Here we are at five weeks. I'm still feeling pregnant...bigger breasts, tired, etc. And now I'm peeing more often too. Good thing I work where there are LOTS of bathrooms!
I'm still very nervous. That ultrasound cannot come fast enough. I know I haven't lost a pregnancy before, but I know people who have, and it scares me. To see a heartbeat and know that the baby is growing safely would be a huge thing.
Oh, and the thought of twins is freaking me out now, not just the thought of one more child. If a newborn and a toddler is scary, TWO newborns and a toddler is terrifying! I guess I would be done then, right? No need to go through this again.

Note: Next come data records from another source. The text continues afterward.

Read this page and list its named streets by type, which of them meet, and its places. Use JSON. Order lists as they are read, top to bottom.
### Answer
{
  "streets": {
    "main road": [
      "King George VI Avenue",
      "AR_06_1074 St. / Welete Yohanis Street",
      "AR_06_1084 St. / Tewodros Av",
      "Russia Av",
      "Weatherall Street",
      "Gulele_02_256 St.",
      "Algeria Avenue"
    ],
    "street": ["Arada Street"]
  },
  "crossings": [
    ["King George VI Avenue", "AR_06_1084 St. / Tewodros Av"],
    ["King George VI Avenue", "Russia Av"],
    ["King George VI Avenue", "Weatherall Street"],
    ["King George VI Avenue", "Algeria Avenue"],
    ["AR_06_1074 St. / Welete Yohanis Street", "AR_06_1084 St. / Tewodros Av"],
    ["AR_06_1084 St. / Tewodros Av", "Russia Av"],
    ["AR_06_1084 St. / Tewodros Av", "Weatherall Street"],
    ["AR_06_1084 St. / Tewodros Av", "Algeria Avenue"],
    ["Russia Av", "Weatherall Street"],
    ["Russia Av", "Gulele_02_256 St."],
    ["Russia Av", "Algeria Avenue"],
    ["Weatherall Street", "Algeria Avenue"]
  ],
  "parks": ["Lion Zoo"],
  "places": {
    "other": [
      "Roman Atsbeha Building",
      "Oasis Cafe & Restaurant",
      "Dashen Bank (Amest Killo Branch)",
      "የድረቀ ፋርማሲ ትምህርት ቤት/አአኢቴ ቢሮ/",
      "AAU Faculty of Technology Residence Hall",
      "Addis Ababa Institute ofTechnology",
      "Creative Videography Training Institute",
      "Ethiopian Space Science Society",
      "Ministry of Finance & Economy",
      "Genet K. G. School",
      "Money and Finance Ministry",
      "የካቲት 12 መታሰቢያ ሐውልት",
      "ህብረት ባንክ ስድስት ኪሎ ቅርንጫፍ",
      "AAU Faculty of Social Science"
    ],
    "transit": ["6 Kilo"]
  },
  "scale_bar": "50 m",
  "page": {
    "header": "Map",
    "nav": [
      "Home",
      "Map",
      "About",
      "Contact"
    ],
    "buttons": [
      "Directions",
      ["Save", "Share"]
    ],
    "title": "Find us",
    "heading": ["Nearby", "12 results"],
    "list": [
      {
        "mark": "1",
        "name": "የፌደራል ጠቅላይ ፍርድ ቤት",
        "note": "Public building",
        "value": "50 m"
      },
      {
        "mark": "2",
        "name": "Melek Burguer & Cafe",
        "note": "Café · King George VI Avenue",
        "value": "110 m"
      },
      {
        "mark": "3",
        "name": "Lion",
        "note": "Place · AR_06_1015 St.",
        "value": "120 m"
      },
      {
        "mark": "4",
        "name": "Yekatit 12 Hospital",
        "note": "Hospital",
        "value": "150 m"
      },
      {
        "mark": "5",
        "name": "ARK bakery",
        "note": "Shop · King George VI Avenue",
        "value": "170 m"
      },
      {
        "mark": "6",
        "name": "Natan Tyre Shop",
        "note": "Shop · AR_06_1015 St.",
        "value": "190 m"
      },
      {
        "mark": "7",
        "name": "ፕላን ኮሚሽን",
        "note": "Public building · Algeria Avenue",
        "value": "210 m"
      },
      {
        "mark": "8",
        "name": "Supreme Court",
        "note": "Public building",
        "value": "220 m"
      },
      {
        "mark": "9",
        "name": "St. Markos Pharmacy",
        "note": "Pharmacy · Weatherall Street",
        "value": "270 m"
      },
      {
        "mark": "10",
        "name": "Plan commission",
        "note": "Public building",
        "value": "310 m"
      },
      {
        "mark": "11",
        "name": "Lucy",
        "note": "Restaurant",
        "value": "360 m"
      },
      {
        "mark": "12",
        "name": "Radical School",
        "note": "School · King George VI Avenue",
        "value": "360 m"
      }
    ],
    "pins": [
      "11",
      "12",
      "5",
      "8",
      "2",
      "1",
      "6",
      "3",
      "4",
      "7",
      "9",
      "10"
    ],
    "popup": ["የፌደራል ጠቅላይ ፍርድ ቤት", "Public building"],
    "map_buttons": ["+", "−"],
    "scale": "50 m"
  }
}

I'm trying to be patient and take the pregnancy one day at a time, but my (somewhat) irrational fears are making that difficult. They are also keeping me from sleeping well. Hopefully after the ultrasound I can sleep normally...well as normally as you can when you have to get up in the night to pee.
I just realized today that my ultrasound is the day before my brother's girlfriend's baby shower. I really hope we don't get bad news at that appointment - it would be very hard for me to have fun at someone else's shower the next day. I plan to stay very, very excited either way, because she will have my first niece (and Hadley's first cousin) soon. I just wish they lived closer to us. I guess we'll just have to make lots of road trips to get the kids together.